§ **What the exercise asks**:
From the entries below, return exactly the lines beginning at the one that contains "<button>+</button>" and ending at the one that contains "2v4M12 18v4M2 12h4M18", both of them included, and only those lines.

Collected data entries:
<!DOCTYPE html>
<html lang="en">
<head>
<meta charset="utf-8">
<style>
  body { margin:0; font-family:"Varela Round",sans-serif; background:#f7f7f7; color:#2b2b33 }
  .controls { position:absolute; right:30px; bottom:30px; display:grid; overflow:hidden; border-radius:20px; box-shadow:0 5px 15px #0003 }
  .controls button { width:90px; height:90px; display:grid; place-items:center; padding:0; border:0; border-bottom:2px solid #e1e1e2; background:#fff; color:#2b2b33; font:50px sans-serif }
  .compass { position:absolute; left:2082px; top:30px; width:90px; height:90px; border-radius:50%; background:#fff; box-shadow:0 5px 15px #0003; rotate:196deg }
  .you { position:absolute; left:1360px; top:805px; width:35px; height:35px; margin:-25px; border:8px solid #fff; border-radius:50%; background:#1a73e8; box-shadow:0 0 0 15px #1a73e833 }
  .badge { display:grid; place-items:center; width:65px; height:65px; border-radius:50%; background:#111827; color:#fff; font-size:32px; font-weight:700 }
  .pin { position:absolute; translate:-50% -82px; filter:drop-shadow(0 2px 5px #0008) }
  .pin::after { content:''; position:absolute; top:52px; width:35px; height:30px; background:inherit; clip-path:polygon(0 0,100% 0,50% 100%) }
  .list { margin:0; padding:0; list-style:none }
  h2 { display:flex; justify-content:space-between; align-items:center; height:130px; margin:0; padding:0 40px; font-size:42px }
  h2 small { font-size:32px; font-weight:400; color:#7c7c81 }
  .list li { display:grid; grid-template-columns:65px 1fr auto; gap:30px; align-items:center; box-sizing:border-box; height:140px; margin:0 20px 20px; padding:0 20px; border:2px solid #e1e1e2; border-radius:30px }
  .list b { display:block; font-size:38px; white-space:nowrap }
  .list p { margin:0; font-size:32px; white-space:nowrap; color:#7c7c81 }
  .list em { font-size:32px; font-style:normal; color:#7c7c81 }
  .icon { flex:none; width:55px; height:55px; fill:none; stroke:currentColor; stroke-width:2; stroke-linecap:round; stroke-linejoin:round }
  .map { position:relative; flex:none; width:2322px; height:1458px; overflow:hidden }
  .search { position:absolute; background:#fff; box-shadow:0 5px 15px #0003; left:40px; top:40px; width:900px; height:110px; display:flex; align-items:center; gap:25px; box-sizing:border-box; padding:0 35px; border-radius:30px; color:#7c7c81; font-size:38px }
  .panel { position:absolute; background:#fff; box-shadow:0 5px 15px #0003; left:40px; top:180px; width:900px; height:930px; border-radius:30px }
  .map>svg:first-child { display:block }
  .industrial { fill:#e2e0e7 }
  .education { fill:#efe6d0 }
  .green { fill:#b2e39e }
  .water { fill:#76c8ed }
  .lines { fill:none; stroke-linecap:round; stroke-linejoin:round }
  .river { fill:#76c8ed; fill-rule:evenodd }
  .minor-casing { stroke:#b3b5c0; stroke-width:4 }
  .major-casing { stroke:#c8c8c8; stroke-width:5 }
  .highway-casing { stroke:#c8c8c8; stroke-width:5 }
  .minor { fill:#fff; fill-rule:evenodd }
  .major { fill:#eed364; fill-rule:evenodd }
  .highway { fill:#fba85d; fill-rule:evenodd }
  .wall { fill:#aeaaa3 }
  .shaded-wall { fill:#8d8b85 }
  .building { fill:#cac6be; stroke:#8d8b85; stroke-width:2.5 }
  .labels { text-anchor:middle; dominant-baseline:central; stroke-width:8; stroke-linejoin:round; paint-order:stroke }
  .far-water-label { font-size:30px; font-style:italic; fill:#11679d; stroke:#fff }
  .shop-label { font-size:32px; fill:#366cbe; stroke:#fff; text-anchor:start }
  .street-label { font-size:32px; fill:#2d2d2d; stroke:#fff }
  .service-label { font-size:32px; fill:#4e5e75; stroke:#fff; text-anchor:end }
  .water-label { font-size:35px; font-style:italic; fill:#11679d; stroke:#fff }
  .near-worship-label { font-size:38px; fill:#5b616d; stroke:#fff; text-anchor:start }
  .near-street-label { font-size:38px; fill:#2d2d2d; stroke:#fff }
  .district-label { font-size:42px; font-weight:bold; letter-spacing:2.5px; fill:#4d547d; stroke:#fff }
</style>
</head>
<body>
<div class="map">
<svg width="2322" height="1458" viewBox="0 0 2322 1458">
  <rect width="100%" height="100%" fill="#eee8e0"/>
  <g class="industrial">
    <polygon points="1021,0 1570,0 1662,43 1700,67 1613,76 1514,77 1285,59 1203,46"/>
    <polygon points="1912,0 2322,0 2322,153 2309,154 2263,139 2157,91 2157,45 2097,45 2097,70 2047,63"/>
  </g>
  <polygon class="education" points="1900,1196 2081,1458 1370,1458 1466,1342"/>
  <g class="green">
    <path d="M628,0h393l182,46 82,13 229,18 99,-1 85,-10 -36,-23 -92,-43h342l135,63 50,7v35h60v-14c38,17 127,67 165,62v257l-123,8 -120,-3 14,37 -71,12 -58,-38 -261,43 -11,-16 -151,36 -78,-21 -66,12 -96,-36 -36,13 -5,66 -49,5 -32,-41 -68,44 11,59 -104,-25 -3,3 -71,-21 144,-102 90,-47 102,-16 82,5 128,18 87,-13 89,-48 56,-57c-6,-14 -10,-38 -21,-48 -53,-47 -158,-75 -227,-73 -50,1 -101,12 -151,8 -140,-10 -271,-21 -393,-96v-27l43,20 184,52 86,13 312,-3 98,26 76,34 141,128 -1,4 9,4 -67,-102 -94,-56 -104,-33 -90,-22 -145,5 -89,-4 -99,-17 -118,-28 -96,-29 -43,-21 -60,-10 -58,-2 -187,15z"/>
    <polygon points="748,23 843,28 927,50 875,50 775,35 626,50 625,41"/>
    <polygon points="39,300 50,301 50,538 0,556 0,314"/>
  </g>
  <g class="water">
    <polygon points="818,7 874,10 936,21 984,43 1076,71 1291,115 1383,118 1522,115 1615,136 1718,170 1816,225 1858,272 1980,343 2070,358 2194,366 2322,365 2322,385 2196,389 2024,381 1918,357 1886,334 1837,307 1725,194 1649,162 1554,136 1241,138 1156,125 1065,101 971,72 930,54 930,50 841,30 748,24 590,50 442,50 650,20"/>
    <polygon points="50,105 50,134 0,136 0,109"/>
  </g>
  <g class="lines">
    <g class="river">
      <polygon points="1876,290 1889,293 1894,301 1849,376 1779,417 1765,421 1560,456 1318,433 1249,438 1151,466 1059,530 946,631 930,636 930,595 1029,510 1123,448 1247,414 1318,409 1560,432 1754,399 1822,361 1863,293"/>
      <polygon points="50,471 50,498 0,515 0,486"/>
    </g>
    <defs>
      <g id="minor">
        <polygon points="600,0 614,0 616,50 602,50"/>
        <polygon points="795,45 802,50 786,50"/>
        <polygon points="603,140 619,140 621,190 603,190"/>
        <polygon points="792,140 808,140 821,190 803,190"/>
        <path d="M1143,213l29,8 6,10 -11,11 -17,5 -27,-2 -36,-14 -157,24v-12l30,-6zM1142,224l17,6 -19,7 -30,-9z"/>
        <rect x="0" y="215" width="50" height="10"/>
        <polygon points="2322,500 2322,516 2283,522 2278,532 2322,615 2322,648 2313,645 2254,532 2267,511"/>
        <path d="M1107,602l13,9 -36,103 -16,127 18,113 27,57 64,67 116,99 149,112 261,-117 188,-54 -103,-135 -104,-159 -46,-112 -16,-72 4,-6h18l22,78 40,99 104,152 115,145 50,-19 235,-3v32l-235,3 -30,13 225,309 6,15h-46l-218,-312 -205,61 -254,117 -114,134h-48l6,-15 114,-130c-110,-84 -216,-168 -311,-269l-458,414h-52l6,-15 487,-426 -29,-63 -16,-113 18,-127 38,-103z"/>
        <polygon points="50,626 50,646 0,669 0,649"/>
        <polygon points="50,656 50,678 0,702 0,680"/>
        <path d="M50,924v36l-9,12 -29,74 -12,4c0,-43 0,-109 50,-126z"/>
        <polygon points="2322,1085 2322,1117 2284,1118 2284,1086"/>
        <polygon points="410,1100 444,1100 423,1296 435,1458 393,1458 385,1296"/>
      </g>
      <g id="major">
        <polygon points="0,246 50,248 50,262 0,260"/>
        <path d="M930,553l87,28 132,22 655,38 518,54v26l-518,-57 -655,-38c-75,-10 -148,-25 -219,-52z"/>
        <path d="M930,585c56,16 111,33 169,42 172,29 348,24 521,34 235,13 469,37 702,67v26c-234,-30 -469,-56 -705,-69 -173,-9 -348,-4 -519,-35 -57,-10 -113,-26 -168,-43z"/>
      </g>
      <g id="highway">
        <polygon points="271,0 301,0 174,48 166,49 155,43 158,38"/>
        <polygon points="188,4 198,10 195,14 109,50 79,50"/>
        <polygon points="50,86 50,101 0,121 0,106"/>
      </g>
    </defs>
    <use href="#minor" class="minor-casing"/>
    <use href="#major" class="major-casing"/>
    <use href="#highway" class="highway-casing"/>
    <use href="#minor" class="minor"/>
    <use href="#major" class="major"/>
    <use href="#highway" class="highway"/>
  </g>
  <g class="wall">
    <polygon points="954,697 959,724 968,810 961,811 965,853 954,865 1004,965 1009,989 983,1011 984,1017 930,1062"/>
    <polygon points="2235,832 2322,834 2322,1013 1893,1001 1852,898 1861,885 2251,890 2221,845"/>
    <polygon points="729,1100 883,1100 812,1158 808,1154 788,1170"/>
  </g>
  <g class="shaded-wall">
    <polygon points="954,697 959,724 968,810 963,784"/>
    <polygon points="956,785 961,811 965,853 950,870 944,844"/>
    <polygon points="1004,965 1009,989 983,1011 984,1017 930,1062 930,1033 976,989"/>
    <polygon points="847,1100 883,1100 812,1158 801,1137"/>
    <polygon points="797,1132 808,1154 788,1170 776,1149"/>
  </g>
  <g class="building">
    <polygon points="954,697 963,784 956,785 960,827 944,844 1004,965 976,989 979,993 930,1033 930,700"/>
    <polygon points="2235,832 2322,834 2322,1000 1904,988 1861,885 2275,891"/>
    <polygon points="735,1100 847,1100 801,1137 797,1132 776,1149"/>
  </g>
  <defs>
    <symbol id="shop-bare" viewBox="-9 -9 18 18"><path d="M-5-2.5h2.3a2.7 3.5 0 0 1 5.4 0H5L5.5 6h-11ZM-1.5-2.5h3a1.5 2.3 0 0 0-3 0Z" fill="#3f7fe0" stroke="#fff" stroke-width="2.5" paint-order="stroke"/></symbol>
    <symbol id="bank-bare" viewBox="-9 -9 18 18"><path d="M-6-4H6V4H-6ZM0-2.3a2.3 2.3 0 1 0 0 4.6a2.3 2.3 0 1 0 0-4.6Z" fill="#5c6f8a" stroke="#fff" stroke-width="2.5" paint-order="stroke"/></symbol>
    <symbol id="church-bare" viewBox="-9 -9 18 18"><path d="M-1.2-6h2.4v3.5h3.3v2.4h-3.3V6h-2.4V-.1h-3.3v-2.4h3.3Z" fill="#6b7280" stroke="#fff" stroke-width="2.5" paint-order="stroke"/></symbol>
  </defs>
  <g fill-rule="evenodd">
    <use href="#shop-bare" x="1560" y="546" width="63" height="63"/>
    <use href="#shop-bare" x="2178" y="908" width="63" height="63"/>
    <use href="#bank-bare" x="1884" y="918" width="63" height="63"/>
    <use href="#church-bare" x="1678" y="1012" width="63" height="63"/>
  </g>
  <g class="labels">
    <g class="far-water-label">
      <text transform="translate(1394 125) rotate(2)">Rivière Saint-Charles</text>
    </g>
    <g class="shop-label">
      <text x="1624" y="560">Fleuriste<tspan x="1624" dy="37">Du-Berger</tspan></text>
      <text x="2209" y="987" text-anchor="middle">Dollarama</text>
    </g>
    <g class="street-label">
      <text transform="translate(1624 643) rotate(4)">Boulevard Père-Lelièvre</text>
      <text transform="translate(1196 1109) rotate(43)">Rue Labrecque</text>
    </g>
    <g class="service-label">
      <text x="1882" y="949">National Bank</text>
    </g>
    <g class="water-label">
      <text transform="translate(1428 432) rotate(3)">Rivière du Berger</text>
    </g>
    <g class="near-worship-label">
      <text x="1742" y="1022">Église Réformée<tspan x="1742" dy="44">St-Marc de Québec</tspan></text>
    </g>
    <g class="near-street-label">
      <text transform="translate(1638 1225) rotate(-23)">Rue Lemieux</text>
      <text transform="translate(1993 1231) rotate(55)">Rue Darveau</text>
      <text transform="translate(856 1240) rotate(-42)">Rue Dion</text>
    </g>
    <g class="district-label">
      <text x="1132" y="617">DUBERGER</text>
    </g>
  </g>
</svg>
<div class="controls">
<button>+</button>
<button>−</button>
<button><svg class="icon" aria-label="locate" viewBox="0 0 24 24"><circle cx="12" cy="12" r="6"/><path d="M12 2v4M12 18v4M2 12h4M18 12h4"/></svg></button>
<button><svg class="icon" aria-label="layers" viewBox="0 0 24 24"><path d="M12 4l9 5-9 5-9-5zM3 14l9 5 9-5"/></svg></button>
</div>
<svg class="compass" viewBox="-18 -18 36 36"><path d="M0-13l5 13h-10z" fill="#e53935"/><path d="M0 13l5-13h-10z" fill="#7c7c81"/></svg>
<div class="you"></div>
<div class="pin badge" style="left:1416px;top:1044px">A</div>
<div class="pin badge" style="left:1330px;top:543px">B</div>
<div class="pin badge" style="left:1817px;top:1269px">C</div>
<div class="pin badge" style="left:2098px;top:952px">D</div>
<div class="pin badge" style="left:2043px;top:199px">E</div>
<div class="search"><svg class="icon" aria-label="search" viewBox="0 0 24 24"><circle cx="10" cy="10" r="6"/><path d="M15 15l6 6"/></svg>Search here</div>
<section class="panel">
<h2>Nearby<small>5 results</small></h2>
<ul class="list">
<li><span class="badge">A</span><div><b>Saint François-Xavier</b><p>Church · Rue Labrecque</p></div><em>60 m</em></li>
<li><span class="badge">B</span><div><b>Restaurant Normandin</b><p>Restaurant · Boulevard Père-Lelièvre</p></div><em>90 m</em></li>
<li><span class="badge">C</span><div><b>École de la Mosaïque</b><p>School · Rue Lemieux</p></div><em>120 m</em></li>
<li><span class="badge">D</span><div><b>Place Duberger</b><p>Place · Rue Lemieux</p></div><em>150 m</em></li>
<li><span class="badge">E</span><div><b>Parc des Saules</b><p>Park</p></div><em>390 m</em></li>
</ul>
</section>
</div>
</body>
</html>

§ **Answer to this exercise**:
<button>+</button>
<button>−</button>
<button><svg class="icon" aria-label="locate" viewBox="0 0 24 24"><circle cx="12" cy="12" r="6"/><path d="M12 2v4M12 18v4M2 12h4M18 12h4"/></svg></button>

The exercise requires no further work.